- _What you need to do_
Your task is to output the listing exactly, leaving every image out.

▬▬▬

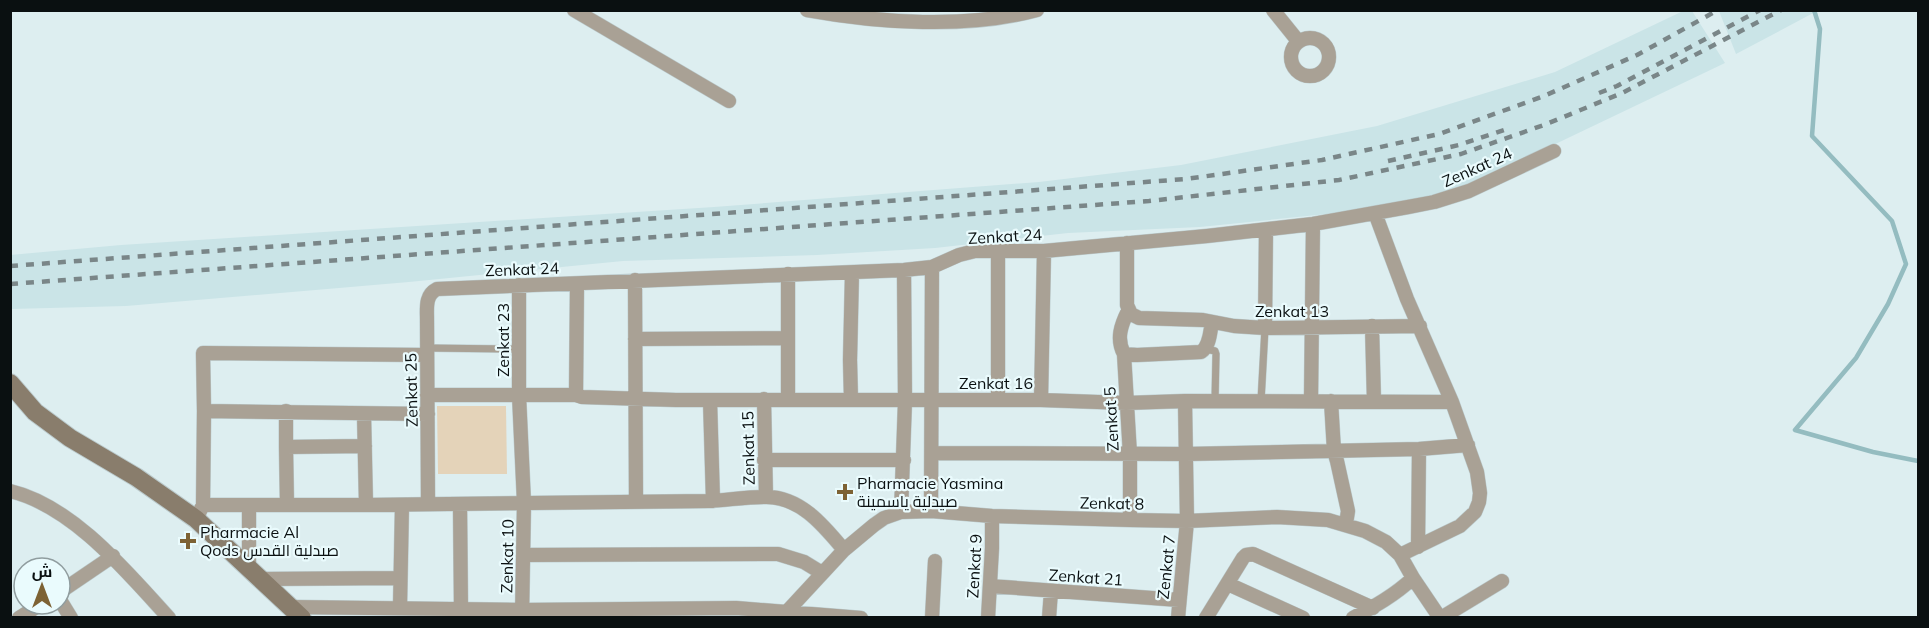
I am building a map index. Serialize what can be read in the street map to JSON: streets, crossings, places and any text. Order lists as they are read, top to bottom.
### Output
{
  "streets": {
    "street": [
      "Zenkat 24",
      "Zenkat 13",
      "Zenkat 23",
      "Zenkat 16",
      "Zenkat 25",
      "Zenkat 5",
      "Zenkat 15",
      "Zenkat 8",
      "Zenkat 10",
      "Zenkat 9",
      "Zenkat 7",
      "Zenkat 21"
    ]
  },
  "crossings": [
    ["Zenkat 24", "Zenkat 23"],
    ["Zenkat 24", "Zenkat 25"],
    ["Zenkat 13", "Zenkat 5"],
    ["Zenkat 23", "Zenkat 16"],
    ["Zenkat 23", "Zenkat 10"],
    ["Zenkat 16", "Zenkat 25"],
    ["Zenkat 16", "Zenkat 5"],
    ["Zenkat 16", "Zenkat 15"],
    ["Zenkat 16", "Zenkat 7"],
    ["Zenkat 5", "Zenkat 8"],
    ["Zenkat 8", "Zenkat 9"],
    ["Zenkat 8", "Zenkat 7"],
    ["Zenkat 9", "Zenkat 21"],
    ["Zenkat 7", "Zenkat 21"]
  ],
  "places": {
    "health": ["Pharmacie Yasmina صيدلية ياسمينة", "Pharmacie Al Qods صبدلية القدس"]
  },
  "north": "top"
}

▬▬▬

- _Result of the task_
I am building a map index. Serialize what can be read in the street map to JSON: streets, crossings, places and any text. Order lists as they are read, top to bottom.
### Output
{
  "streets": {
    "street": [
      "Zenkat 24",
      "Zenkat 13",
      "Zenkat 23",
      "Zenkat 16",
      "Zenkat 25",
      "Zenkat 5",
      "Zenkat 15",
      "Zenkat 8",
      "Zenkat 10",
      "Zenkat 9",
      "Zenkat 7",
      "Zenkat 21"
    ]
  },
  "crossings": [
    ["Zenkat 24", "Zenkat 23"],
    ["Zenkat 24", "Zenkat 25"],
    ["Zenkat 13", "Zenkat 5"],
    ["Zenkat 23", "Zenkat 16"],
    ["Zenkat 23", "Zenkat 10"],
    ["Zenkat 16", "Zenkat 25"],
    ["Zenkat 16", "Zenkat 5"],
    ["Zenkat 16", "Zenkat 15"],
    ["Zenkat 16", "Zenkat 7"],
    ["Zenkat 5", "Zenkat 8"],
    ["Zenkat 8", "Zenkat 9"],
    ["Zenkat 8", "Zenkat 7"],
    ["Zenkat 9", "Zenkat 21"],
    ["Zenkat 7", "Zenkat 21"]
  ],
  "places": {
    "health": ["Pharmacie Yasmina صيدلية ياسمينة", "Pharmacie Al Qods صبدلية القدس"]
  },
  "north": "top"
}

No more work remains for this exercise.